I hope you all continue to stay safe. Please reach out to me or to your manager if you need anything.

Thank you.

Best regards,
Bob Lim

Thank you for your support!

Dear Colleagues.

I hope this message finds you and your family all safe and healthy! I never could have imagined the challenges and changes of the last two months. As I take a moment to reflect, I am astounded by all we have accomplished. I am also extremely proud of you and your dedication to SJSU and SJSU IT. It is my pleasure to be part of such an incredible division.

So, what exactly did we accomplish? Within four short days of President Papazian announcing the shift to online modality, we transitioned an institution of almost 40,000 individuals from a traditional campus-centric university to a completely mobile campus, where approximately 36,000 students are learning remotely, 2100 faculty are teaching remotely, and 1500 staff are working remotely! This is truly amazing.

Thinking back to the first week of shelter in place, I remember a conversation that I had with an SJSU IT employee. We were working on the campus’s transition to the remote work environment, and he said, “You know, three years ago we would not have been in a situation to be able to do this.” And he was right!

In 2017 our President, Mary Papazian, elevated SJSU IT to a division level and shared her vision that technology would play a critical role in the digital transformation of SJSU. She and her cabinet invested in emerging technologies and dramatically increased technology funding. With Mary’s direction and support, we also established strong industry partnerships with technology leaders like IBM and LinkedIn. Our campus’ digital transformation – over the last three years – has provided the building blocks for a solid IT foundation, one that is scalable and modern.

We upgraded our networks and VPN, creating a more mobile and secure campus with higher bandwidth; transitioned from desktops to laptops, so people could work where they need to work; added analytics capabilities to evaluate our service quality and build our online support model; and changed our service model to maximize support for students, faculty, staff, and researchers.

We also shifted key communication and collaboration platforms:

  • WebEx to Zoom for cutting-edge video conferencing

  • Jabber (chat capability) to a much more user-friendly Google Hangout Chat

  • Announce to Marketo for prompt emails and an enterprise solution with analytics capabilities

What this all means is we had the right infrastructure in place to transition to a mobile campus, right when we needed it.

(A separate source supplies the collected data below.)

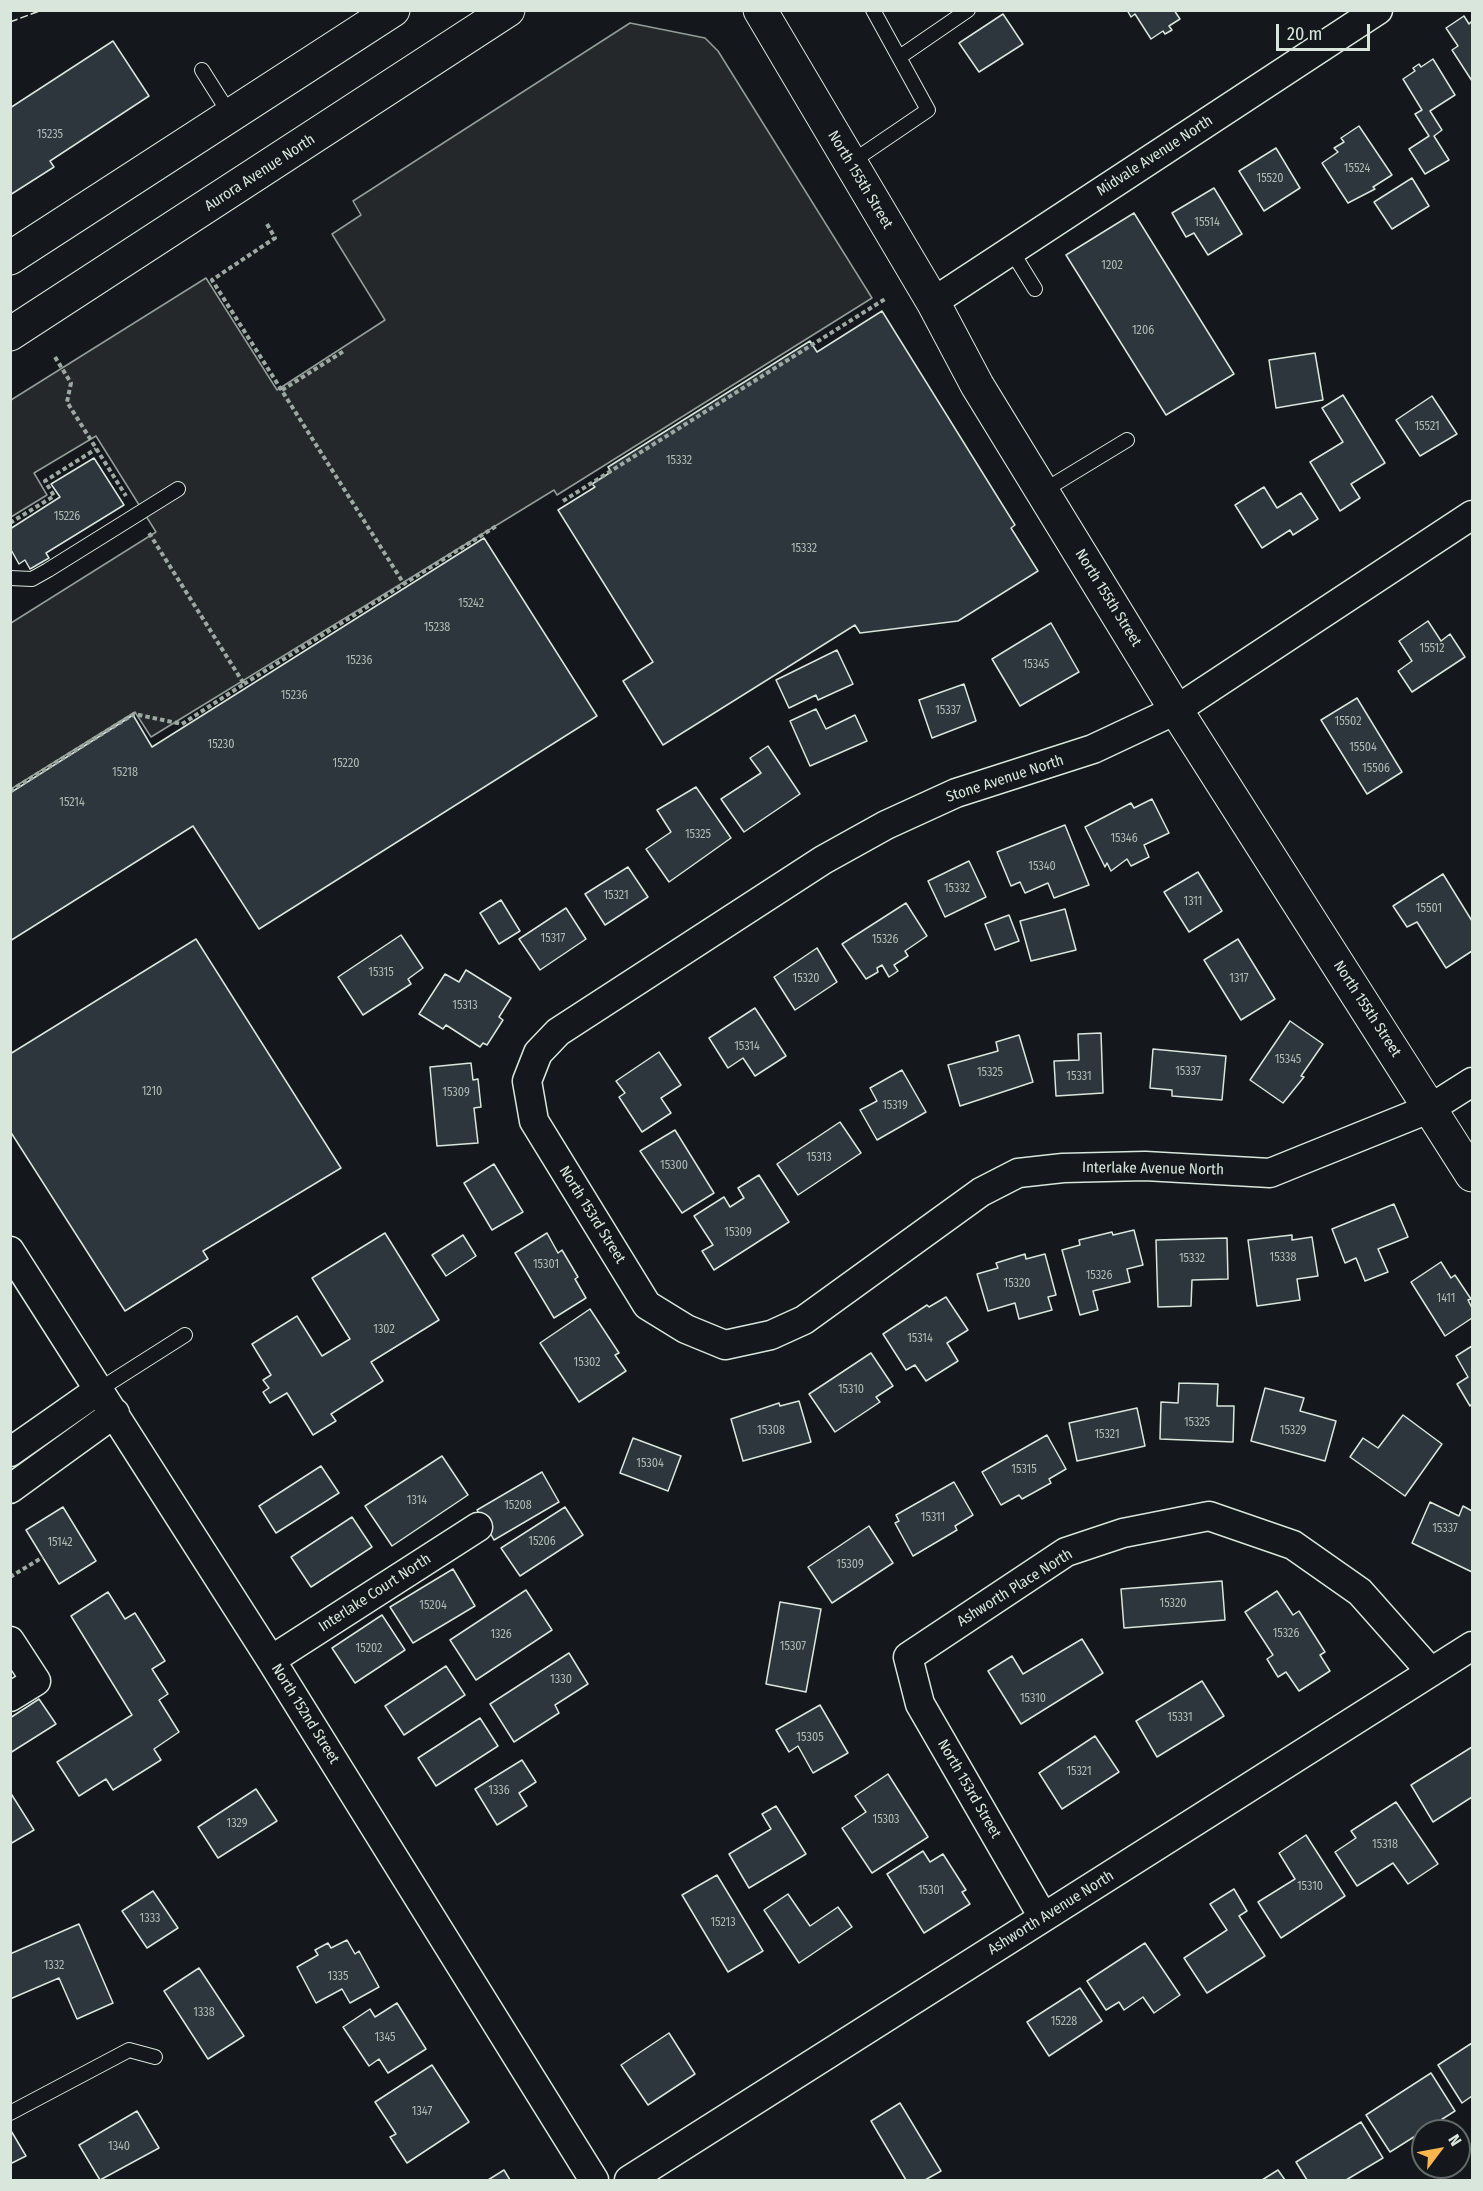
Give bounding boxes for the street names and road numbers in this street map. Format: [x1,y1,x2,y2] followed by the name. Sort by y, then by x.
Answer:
[1094,112,1216,200] street label: Midvale Avenue North
[824,128,896,232] street label: North 155th Street
[202,131,318,215] street label: Aurora Avenue North
[1071,546,1145,650] street label: North 155th Street
[944,752,1066,806] street label: Stone Avenue North
[1329,957,1405,1061] street label: North 155th Street
[1082,1159,1224,1179] street label: Interlake Avenue North
[555,1163,629,1267] street label: North 153rd Street
[954,1545,1076,1631] street label: Ashworth Place North
[316,1550,434,1636] street label: Interlake Court North
[267,1661,343,1767] street label: North 152nd Street
[933,1736,1005,1842] street label: North 153rd Street
[985,1867,1117,1959] street label: Ashworth Avenue North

When called to help, everyone in our division mobilized and swiftly worked together to support our transition to online teaching and telecommuting. Your dedication, flexibility, and professionalism were unprecedented as you planned, shifted hours and responsibilities, and reprioritized work to meet new demands. Specifically, with very limited human resource capital, we formed a rapid response team, created a rapid response triage model, and extended coverage. Back-end engineers now respond to emergency tickets within five minutes from 7 a.m. to 10 p.m. Front-end engineer customer service staff have a target closure time of 10 minutes for teaching-related issues. And this is the shortlist of the many critical steps you took to ensure our success!

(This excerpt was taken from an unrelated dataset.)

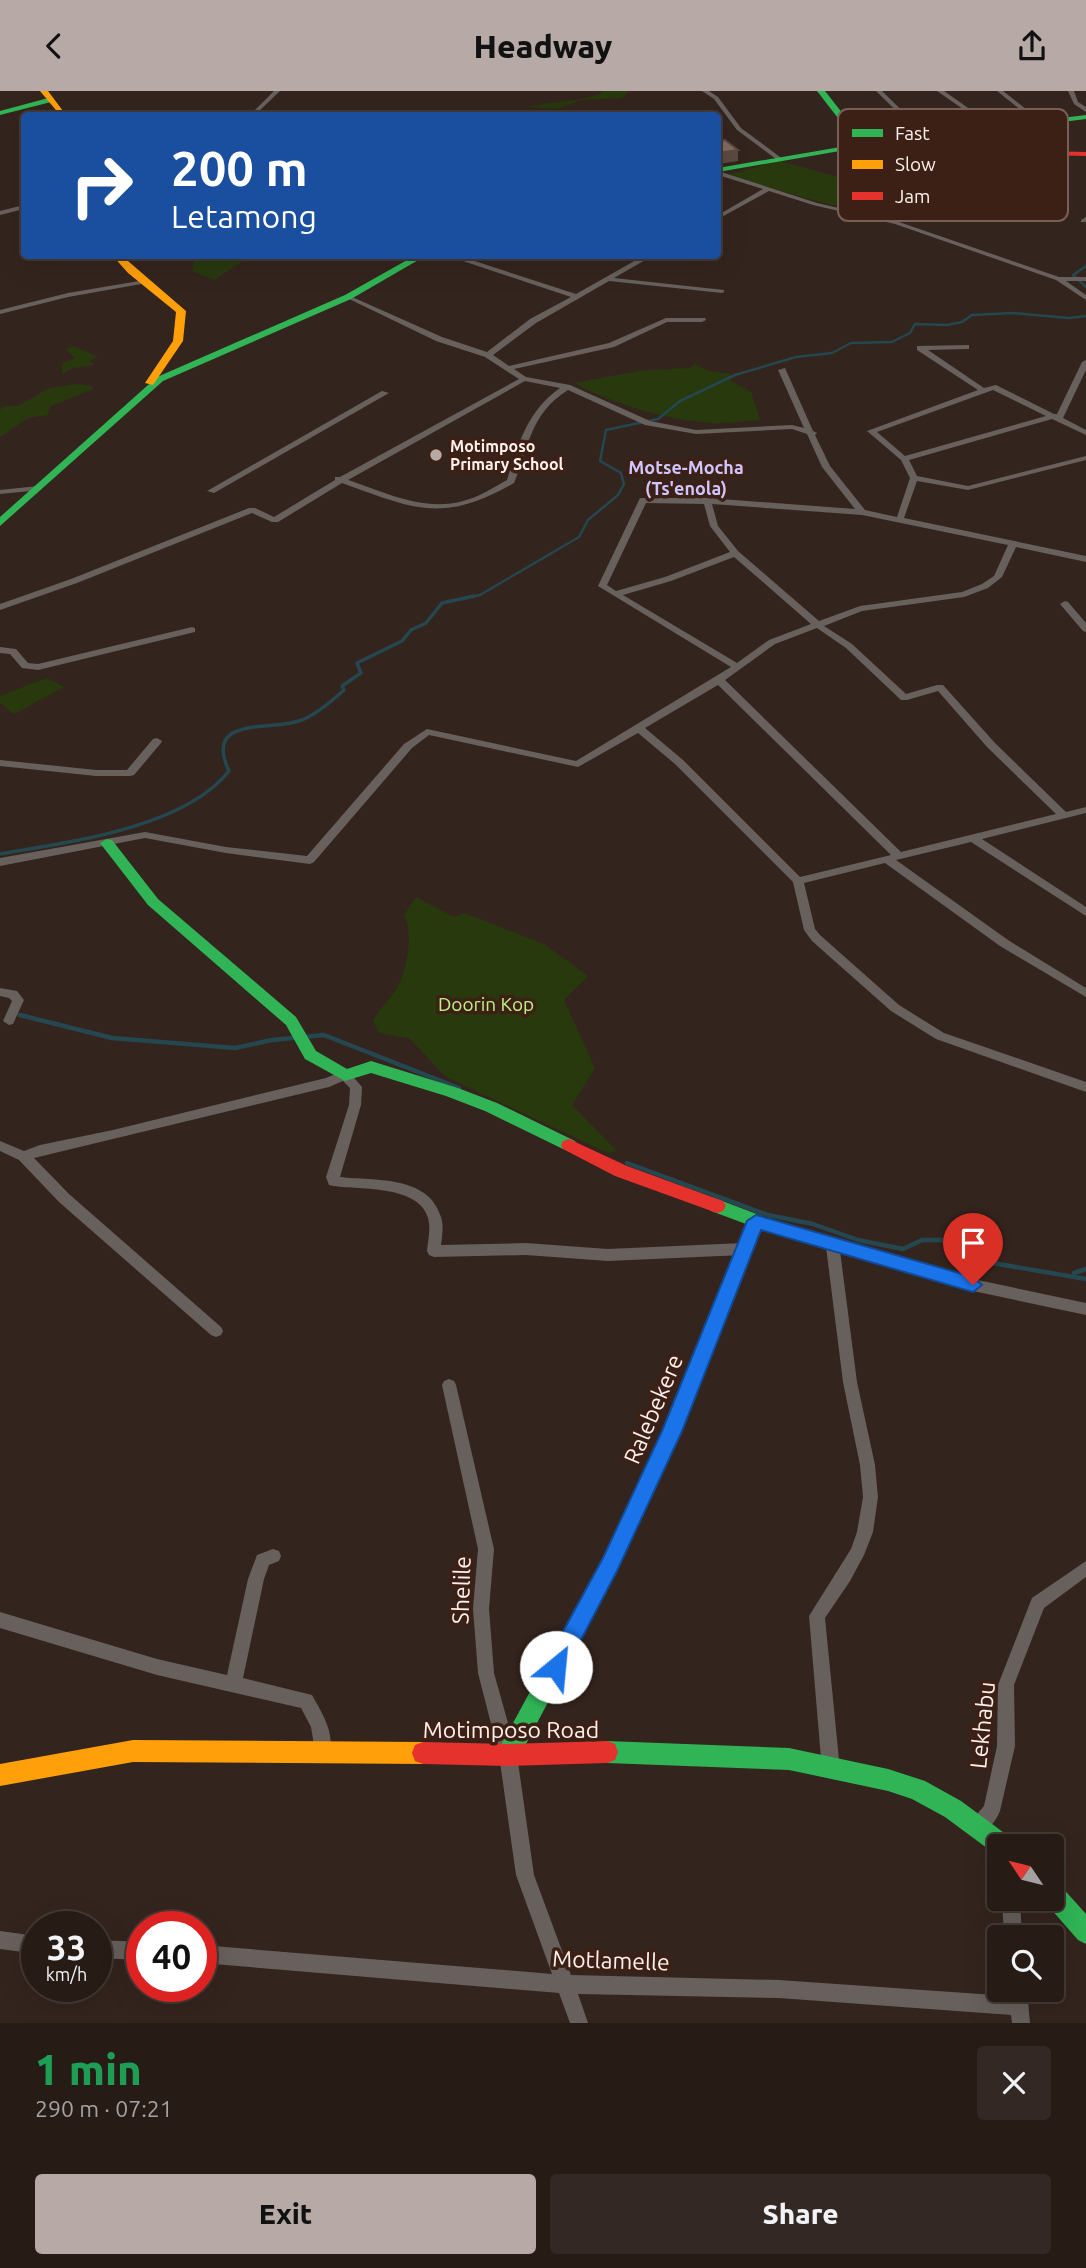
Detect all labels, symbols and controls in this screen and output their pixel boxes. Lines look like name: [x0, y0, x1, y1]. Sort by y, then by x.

Did I mention, all of this great work has been accomplished while transitioning yourselves to remote workspaces and taking care of your own families? Thank you for all you have done, and all you continue to do!

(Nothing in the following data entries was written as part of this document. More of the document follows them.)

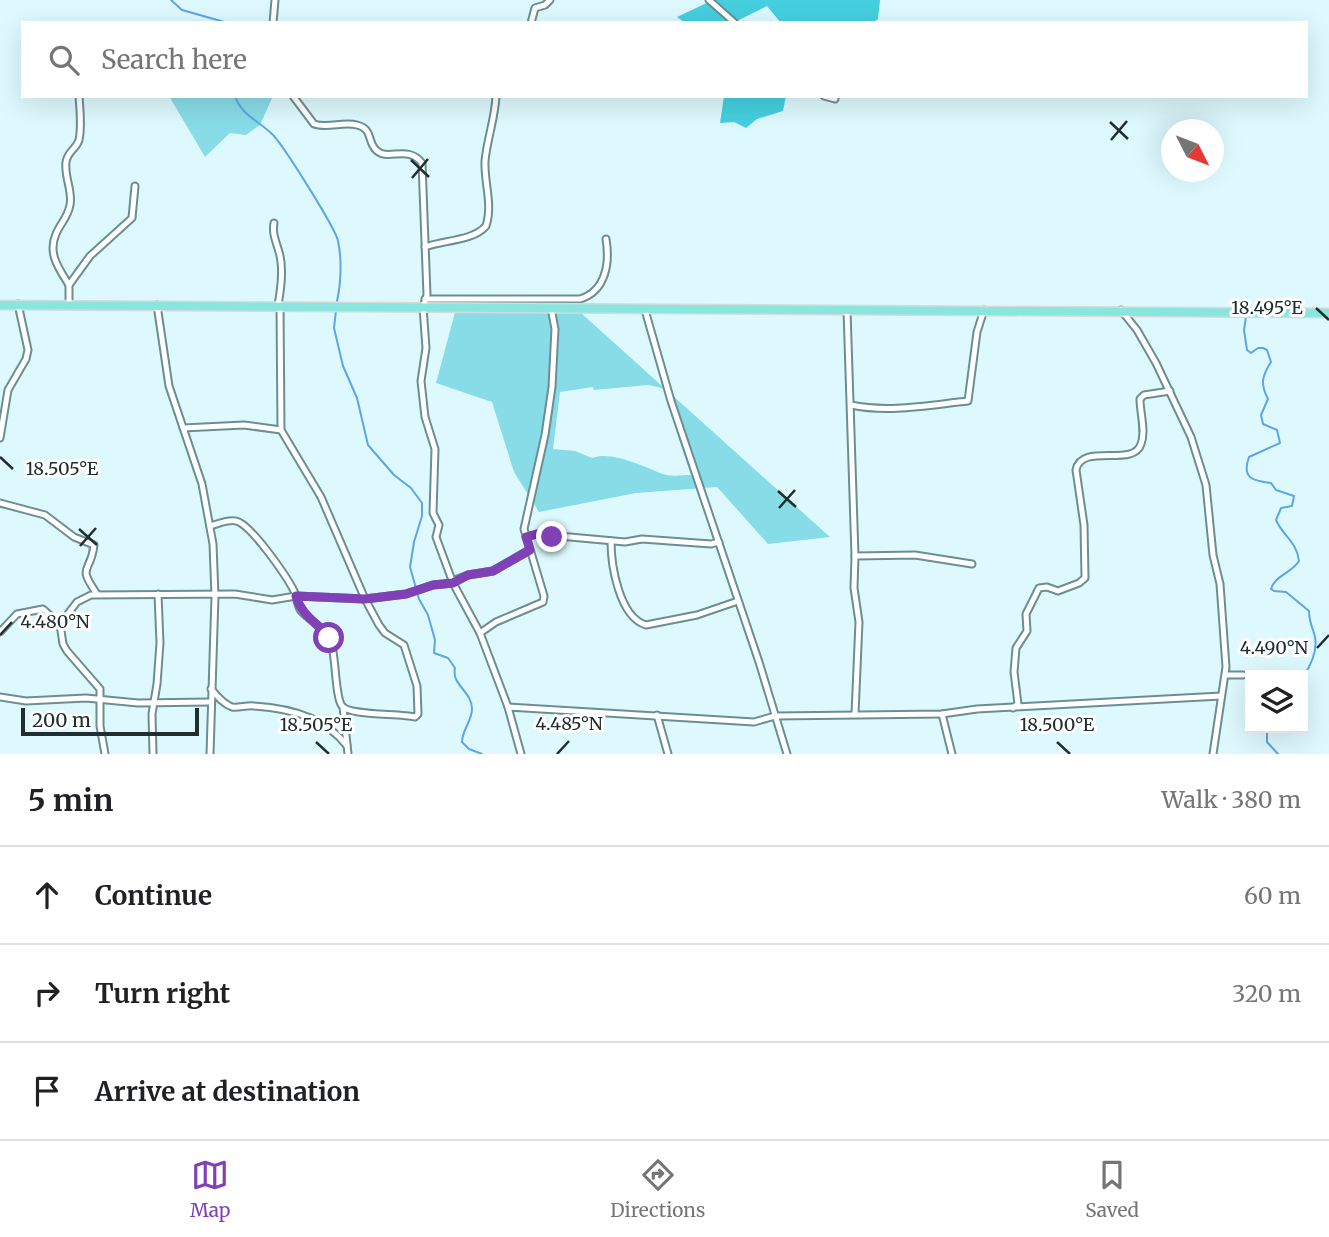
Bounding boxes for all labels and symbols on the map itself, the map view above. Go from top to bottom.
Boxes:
north arrow [1161,119,1224,182]
text: 18.495°E [1231,296,1303,319]
text: 18.505°E [26,457,99,480]
route end [536,521,567,552]
text: 4.480°N [20,610,90,633]
route start [313,622,344,653]
text: 4.490°N [1240,636,1308,659]
scale bar [21,705,200,737]
text: 4.485°N [535,712,603,735]
text: 18.505°E [280,713,353,736]
text: 18.500°E [1020,713,1095,736]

We may face more challenges in the next few weeks and months as we manage the issues surrounding COVID-19, but remember, we are a resourceful and resilient community. Together, we will come out stronger on the other side.

Tomorrow, Tuesday, March 31, is an SJSU holiday. Please take this opportunity to relax and spend some quality time with those you care about. Each of you deserves some downtime – please rest, stay healthy, and be safe!